とりわけ並外れているのは、この知られざる信仰の英雄が、その沈黙の中に押し入ったということです。彼女は弟子たちの言葉など、気にも留めませんでした。人の知恵を捨て去って、沈黙の深い淵へと押し入ったのです。…彼女は恐れることなく、勇気を奮い起こして、沈黙の背後にあるものに目を向けました。ヘルムート・ティーリケはこう述べています。「神とイエスが沈黙される時、それは無関心によるものではない。むしろそれは、より崇高な思考から生じる沈黙である。」
歴史上で最も深い沈黙は、ゴルゴダの丘に訪れました。それは、父なる神が、「わが神、わが神、どうしてわたしをお見捨てになったのですか」という御子の叫びを耳にしつつ、固く口を閉ざしておられた時のことです。その言葉は、エルサレムを囲むケデロンの谷やヒノムの谷に響き渡って、こだまし、次第に消え去った後に、以前にもまして深い静寂を残しました。しかし神は、沈黙の背後に身をひそめつつ、サタンの終焉をもくろみ、神殿では罪を許せないということを解決し、罪に打ち勝つための計画や人類に直接神を知る方法を与える計画を思い巡らしておられたのです。神はその御子を、死からよみがえらせなさいました。そして御子の名を呼び求めるすべての人々のためにも、同じ離れ業を演じようと計画しておられたのです。

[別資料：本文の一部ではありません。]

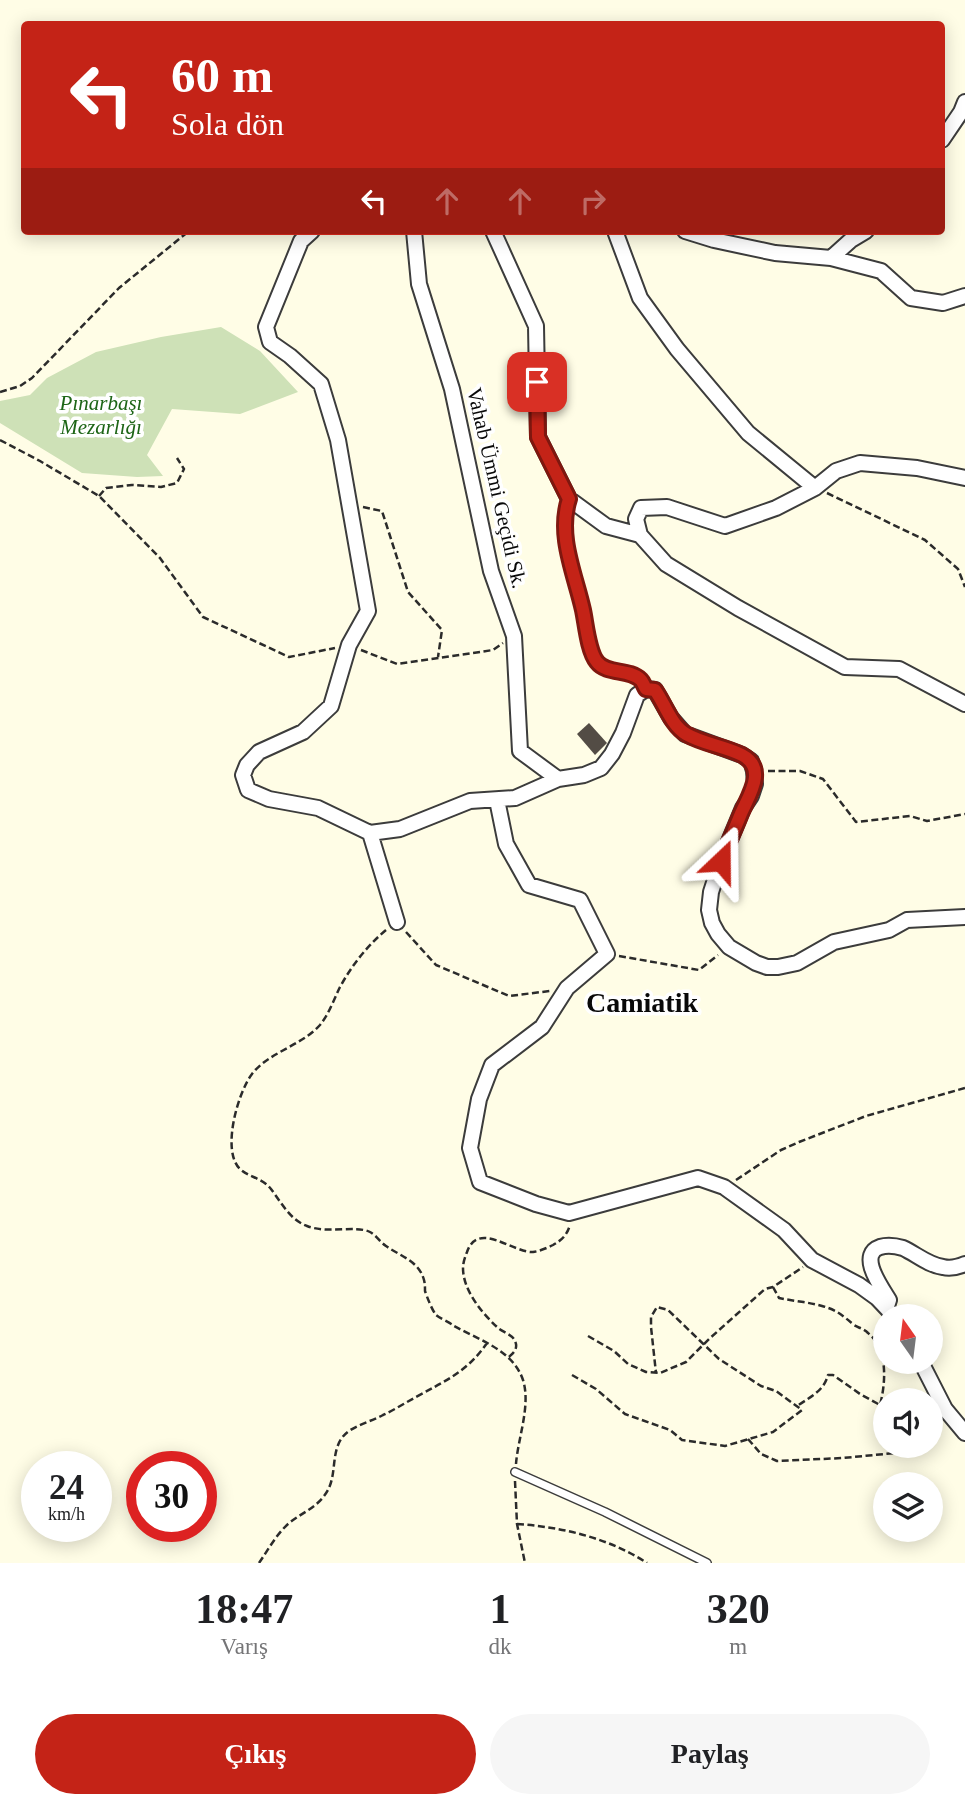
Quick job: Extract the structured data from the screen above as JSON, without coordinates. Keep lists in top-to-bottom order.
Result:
{
  "streets": {
    "street": ["Vahab Ümmi Geçidi Sk."]
  },
  "districts": ["Camiatik"],
  "parks": ["Pınarbaşı Mezarlığı"],
  "north": "top",
  "page": {
    "turn": ["60 m", "Sola dön"],
    "speed": "24 km/h",
    "limit": "30",
    "eta": [
      "18:47",
      "Varış",
      "1",
      "dk",
      "320",
      "m"
    ],
    "buttons": ["Çıkış", "Paylaş"]
  }
}
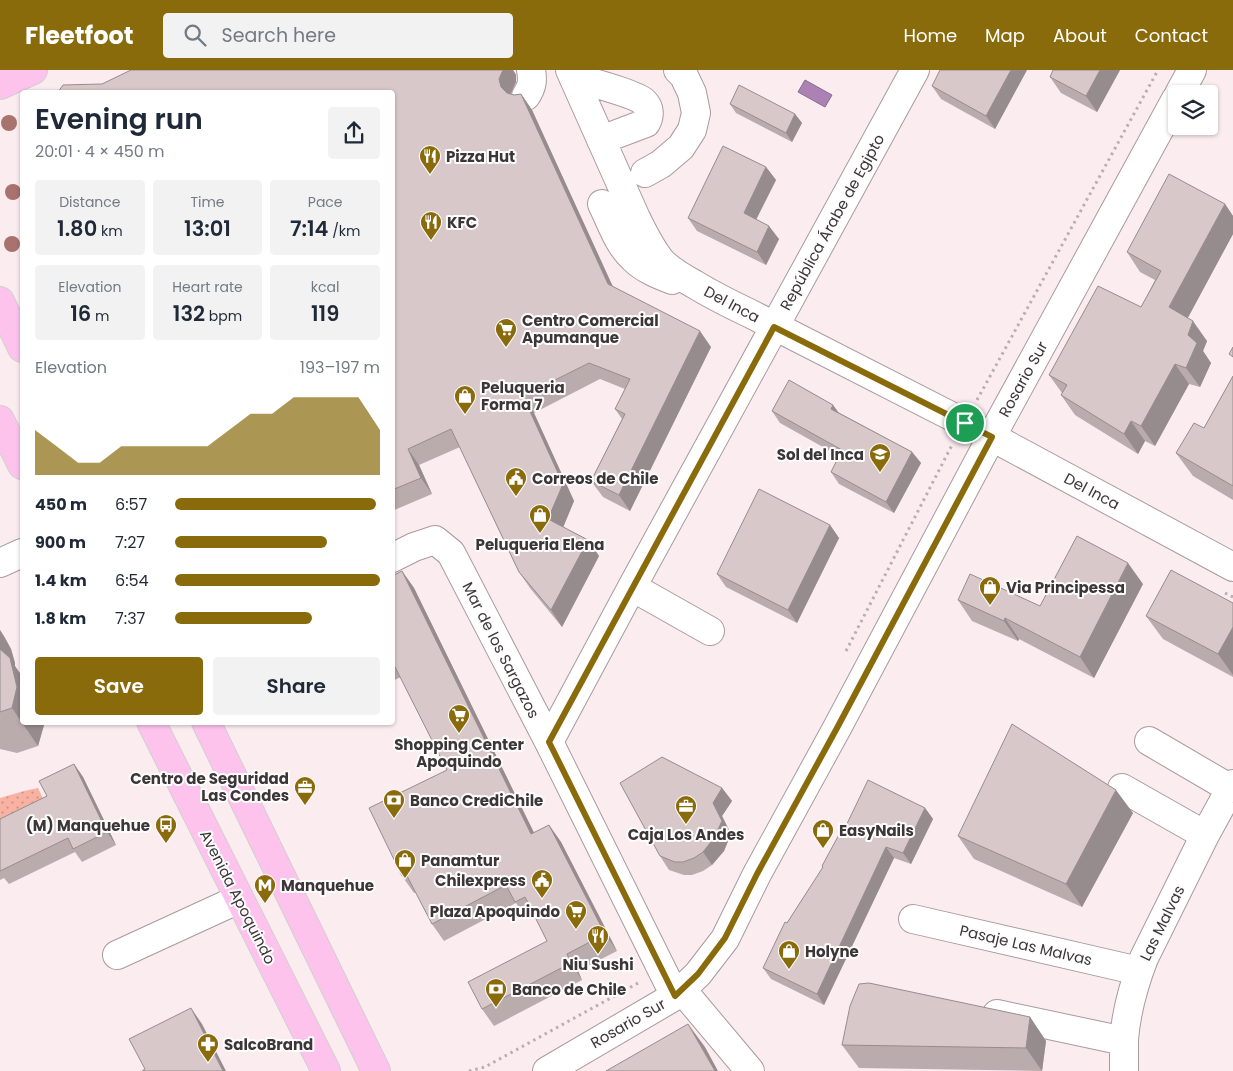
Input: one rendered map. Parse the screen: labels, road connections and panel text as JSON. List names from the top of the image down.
{
  "streets": {
    "main road": ["Avenida Apoquindo"],
    "street": [
      "República Árabe de Egipto",
      "Del Inca",
      "Rosario Sur",
      "Mar de los Sargazos",
      "Las Malvas",
      "Pasaje Las Malvas"
    ]
  },
  "crossings": [
    ["República Árabe de Egipto", "Del Inca"],
    ["República Árabe de Egipto", "Mar de los Sargazos"],
    ["Del Inca", "Rosario Sur"],
    ["Rosario Sur", "Mar de los Sargazos"],
    ["Las Malvas", "Pasaje Las Malvas"]
  ],
  "places": {
    "restaurant": ["Pizza Hut", "KFC", "Niu Sushi"],
    "supermarket": ["Centro Comercial Apumanque", "Shopping Center Apoquindo", "Plaza Apoquindo"],
    "shop": [
      "Peluqueria Forma 7",
      "Peluqueria Elena",
      "Via Principessa",
      "EasyNails",
      "Panamtur",
      "Holyne"
    ],
    "school or university": ["Sol del Inca"],
    "public building": ["Correos de Chile", "Chilexpress"],
    "office": ["Centro de Seguridad Las Condes", "Caja Los Andes"],
    "bank": ["Banco CrediChile", "Banco de Chile"],
    "bus stop": ["(M) Manquehue"],
    "metro station": ["Manquehue"],
    "pharmacy": ["SalcoBrand"]
  },
  "page": {
    "header": "Fleetfoot",
    "search": "Search here",
    "nav": [
      "Home",
      "Map",
      "About",
      "Contact"
    ],
    "heading": ["Evening run", "20:01 · 4 × 450 m"],
    "stats": [
      ["Distance", "1.80 km"],
      ["Time", "13:01"],
      ["Pace", "7:14 /km"],
      ["Elevation", "16 m"],
      ["Heart rate", "132 bpm"],
      ["kcal", "119"]
    ],
    "chart": ["Elevation", "193–197 m"],
    "list": [
      {
        "name": "450 m",
        "note": "6:57"
      },
      {
        "name": "900 m",
        "note": "7:27"
      },
      {
        "name": "1.4 km",
        "note": "6:54"
      },
      {
        "name": "1.8 km",
        "note": "7:37"
      }
    ],
    "buttons": ["Save", "Share"]
  }
}
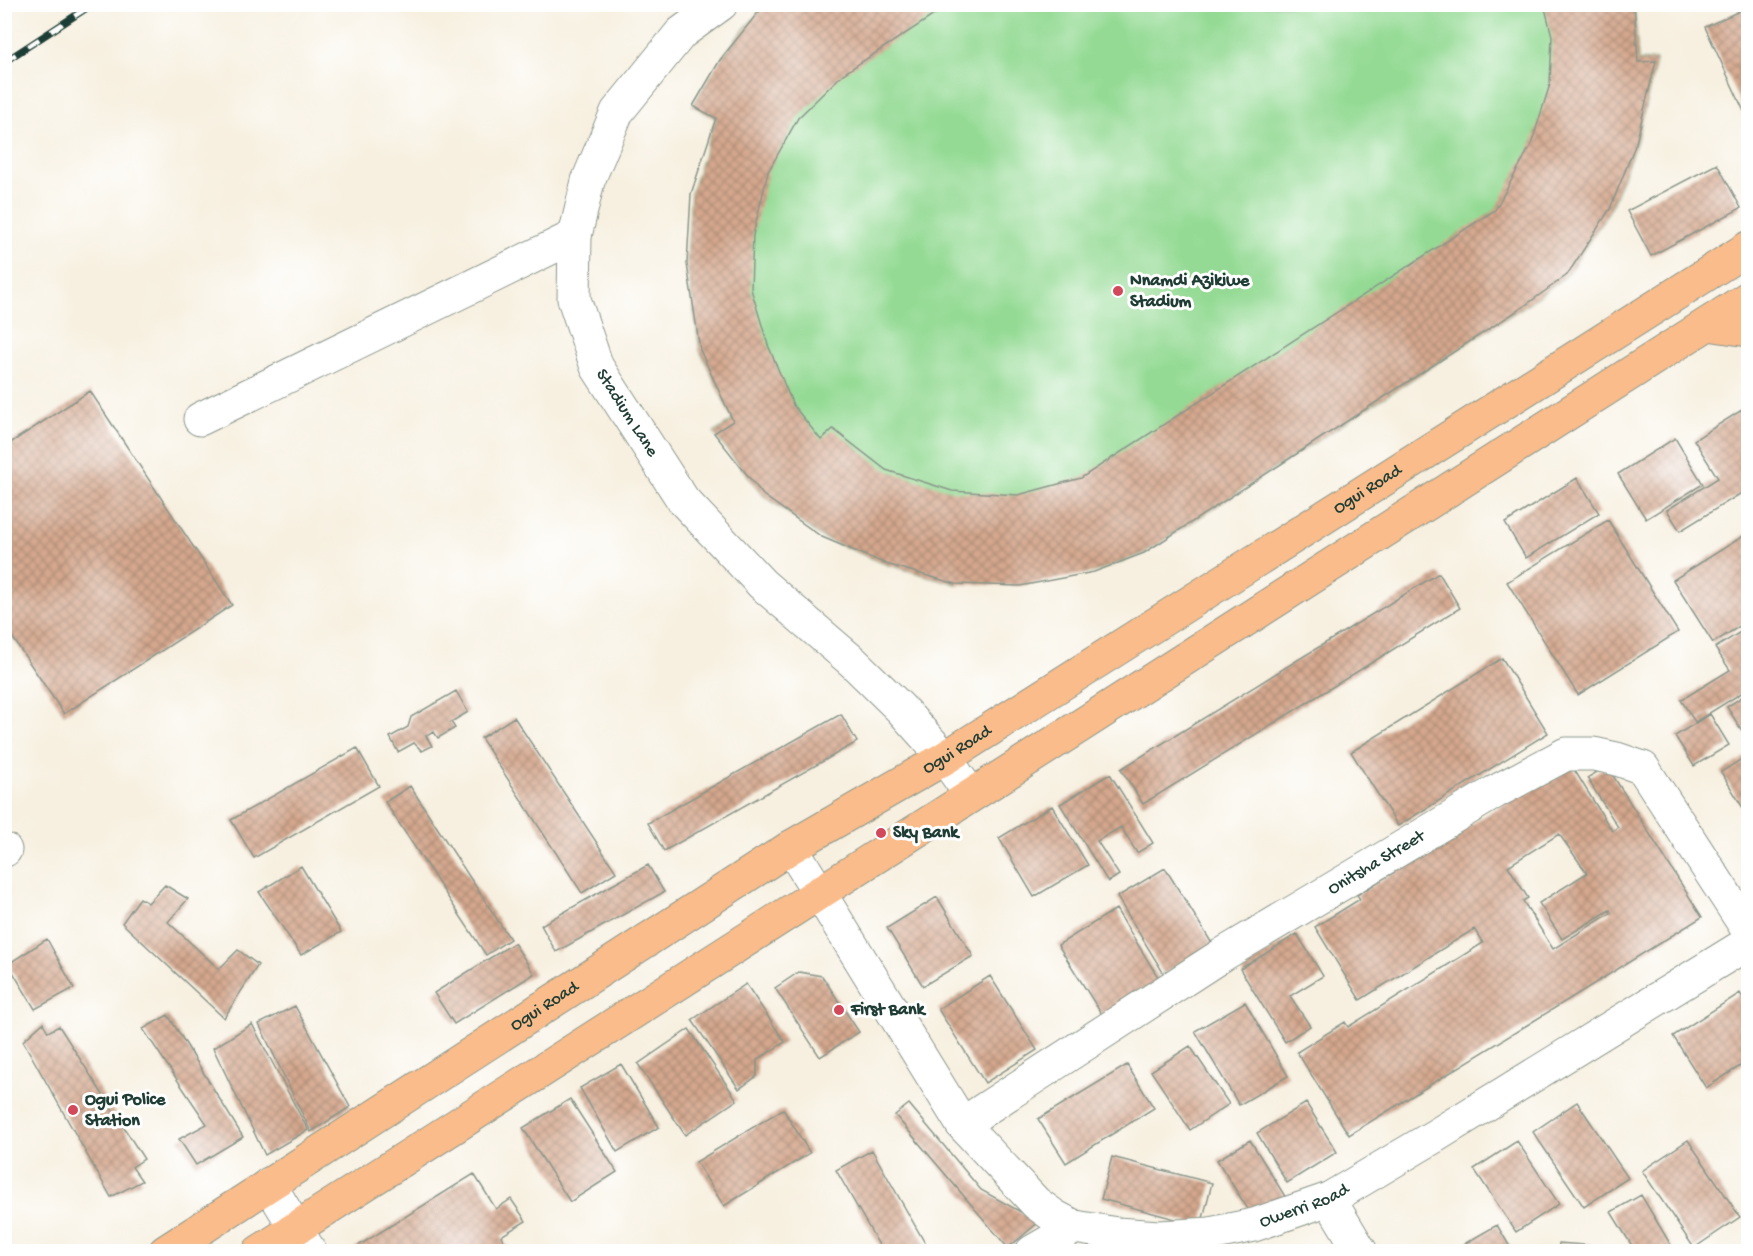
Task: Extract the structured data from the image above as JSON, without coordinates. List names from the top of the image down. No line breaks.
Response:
{"streets":{"main road":["Ogui Road"],"street":["Stadium Lane","Onitsha Street","Owerri Road"]},"crossings":[["Stadium Lane","Ogui Road"],["Ogui Road","Owerri Road"],["Onitsha Street","Owerri Road"]],"places":["Nnamdi Azikiwe Stadium","Sky Bank","First Bank","Ogui Police Station"]}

ある意味では、このカナンの女は信仰の目を通して、沈黙の背後にいます神を、唯一の希望と見なしていたのです。彼女はあらゆる危険を冒して、神の沈黙の中に押し入っていきました。すると、彼女は報われ、その娘はいやされたのです。-クレイグ・スミス
熟考のための、会話の間(ま)
「神よ、しかが谷川を慕いあえぐように、わが魂もあなたを慕いあえぐ。わが魂はかわいているように神を慕い、いける神を慕う。…人々がひねもすわたしにむかって、『おまえの神はどこにいるのか』と言いつづける間は、わたしの涙は昼も夜もわたしの食物であった。」[1]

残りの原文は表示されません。